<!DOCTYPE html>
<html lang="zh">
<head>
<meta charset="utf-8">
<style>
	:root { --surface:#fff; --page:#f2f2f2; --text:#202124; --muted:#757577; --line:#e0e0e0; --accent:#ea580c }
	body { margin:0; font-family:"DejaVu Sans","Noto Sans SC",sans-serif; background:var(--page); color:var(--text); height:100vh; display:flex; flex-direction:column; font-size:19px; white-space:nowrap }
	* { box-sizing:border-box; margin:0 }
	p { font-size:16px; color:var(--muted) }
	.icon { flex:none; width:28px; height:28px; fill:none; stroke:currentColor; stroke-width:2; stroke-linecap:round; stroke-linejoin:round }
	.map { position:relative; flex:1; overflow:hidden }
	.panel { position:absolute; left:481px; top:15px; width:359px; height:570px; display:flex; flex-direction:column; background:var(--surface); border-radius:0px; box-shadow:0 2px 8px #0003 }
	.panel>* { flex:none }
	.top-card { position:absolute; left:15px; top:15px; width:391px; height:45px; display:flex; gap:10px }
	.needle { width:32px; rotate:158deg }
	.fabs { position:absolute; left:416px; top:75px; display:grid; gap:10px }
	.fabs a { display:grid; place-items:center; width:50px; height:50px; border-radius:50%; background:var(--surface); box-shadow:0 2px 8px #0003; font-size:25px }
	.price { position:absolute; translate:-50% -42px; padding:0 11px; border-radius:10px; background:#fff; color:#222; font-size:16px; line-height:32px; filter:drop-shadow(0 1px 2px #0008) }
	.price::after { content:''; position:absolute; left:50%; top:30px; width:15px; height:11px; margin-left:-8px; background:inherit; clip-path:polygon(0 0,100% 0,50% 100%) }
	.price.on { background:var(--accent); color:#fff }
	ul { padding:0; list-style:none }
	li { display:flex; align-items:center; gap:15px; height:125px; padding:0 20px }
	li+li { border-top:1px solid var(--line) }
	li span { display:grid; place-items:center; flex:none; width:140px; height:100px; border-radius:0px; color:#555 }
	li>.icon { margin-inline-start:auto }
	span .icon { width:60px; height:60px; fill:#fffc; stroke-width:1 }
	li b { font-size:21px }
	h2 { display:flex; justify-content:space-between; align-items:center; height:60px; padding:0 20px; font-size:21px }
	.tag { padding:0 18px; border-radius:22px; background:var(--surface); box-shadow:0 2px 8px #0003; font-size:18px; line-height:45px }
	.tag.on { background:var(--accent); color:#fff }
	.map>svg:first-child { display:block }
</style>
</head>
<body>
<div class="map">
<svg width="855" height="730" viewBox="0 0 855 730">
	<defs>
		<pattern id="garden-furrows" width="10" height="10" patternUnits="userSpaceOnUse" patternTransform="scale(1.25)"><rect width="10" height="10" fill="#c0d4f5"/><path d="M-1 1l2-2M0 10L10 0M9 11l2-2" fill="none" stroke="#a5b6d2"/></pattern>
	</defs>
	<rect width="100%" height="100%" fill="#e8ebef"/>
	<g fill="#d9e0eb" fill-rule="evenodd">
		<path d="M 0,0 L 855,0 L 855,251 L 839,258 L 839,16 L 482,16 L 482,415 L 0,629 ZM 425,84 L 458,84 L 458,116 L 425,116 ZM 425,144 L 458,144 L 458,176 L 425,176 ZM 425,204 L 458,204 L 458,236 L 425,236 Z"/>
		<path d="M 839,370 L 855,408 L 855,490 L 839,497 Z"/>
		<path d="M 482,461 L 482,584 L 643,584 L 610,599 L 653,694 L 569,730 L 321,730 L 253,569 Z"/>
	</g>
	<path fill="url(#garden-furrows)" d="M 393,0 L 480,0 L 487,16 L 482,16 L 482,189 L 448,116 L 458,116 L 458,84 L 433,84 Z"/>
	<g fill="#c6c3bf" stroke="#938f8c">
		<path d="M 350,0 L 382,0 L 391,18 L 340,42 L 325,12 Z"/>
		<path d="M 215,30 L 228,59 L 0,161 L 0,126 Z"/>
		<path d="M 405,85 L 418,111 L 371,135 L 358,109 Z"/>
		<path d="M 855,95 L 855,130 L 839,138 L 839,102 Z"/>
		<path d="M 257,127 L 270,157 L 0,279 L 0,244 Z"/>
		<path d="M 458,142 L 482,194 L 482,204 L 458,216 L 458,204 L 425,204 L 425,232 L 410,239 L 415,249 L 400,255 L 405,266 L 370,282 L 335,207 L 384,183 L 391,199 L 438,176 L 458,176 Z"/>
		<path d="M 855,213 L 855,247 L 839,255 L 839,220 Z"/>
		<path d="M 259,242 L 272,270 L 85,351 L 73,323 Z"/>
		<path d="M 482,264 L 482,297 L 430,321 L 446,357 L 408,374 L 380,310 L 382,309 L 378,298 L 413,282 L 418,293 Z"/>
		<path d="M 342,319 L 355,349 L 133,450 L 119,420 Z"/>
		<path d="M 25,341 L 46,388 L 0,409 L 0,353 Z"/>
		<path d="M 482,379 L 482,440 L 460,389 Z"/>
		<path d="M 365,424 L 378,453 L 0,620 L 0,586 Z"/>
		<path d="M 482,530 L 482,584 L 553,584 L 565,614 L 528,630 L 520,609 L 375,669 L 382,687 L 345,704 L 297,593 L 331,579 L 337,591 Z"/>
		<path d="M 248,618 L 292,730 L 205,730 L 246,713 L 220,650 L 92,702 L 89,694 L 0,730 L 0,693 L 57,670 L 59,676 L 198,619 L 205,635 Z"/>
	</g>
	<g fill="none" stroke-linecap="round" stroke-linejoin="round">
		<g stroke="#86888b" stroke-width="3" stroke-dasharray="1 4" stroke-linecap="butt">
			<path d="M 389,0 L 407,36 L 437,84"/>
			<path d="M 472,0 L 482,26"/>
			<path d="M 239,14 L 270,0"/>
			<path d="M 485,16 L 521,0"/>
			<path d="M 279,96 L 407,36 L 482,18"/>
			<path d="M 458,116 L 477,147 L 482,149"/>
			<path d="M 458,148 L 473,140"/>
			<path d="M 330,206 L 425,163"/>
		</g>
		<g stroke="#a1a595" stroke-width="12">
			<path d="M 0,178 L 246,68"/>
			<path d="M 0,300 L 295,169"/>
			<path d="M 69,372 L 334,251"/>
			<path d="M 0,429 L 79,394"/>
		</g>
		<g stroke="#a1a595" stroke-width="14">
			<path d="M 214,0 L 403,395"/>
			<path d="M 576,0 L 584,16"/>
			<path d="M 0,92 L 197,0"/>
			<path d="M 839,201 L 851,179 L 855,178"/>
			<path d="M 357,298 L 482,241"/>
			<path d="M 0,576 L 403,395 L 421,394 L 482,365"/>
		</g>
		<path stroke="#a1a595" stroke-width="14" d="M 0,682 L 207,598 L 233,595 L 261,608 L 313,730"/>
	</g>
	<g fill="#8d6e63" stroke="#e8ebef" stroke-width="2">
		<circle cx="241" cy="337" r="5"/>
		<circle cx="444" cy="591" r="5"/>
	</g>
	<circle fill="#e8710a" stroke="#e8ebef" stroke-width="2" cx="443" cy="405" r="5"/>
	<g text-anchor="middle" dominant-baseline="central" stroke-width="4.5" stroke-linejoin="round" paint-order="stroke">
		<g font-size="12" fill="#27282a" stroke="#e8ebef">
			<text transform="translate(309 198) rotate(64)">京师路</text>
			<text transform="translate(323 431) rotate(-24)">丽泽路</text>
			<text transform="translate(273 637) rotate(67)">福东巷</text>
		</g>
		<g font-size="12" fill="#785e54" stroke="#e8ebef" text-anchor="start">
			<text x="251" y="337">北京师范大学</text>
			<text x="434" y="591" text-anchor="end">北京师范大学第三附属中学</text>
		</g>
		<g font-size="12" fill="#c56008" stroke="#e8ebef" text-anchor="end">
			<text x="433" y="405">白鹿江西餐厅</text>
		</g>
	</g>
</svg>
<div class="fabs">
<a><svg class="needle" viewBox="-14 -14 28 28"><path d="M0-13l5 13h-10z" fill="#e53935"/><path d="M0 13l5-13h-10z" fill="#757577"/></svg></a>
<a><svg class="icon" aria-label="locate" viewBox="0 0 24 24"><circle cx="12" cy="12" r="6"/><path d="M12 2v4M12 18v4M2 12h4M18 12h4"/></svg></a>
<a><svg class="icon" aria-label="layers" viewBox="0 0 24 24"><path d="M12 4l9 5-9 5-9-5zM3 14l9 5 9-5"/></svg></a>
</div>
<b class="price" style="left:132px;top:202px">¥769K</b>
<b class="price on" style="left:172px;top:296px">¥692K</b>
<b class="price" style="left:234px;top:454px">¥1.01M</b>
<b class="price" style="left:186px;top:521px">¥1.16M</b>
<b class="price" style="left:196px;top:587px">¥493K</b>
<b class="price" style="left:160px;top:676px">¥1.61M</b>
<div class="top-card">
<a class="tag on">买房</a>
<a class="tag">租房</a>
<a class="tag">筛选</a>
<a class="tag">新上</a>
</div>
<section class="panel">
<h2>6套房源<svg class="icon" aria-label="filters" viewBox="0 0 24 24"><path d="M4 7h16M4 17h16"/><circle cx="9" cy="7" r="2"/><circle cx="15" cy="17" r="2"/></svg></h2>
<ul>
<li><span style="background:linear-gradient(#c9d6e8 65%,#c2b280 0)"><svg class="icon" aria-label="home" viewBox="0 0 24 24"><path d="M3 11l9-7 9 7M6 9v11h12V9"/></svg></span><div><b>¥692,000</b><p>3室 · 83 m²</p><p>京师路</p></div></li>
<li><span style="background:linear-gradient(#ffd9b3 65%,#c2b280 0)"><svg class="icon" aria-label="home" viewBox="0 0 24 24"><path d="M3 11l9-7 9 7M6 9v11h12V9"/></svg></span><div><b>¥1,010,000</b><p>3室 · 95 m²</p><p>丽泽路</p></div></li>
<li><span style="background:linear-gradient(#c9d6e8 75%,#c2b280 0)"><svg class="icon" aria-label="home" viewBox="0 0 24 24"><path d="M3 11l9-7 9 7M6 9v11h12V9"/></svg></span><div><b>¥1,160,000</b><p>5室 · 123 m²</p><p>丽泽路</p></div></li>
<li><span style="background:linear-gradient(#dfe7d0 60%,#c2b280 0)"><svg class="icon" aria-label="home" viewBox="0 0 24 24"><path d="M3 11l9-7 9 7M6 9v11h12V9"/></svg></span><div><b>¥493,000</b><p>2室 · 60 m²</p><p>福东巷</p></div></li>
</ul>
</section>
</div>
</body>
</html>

○ ○ ○ ○ ○ ○ ○

=== PROBLEM TO SOLVE ===
What is wanted is a copy of every line in the listing that includes the word "body".

=== SOLUTION TO THE EXERCISE ===
	body { margin:0; font-family:"DejaVu Sans","Noto Sans SC",sans-serif; background:var(--page); color:var(--text); height:100vh; display:flex; flex-direction:column; font-size:19px; white-space:nowrap }
<body>
</body>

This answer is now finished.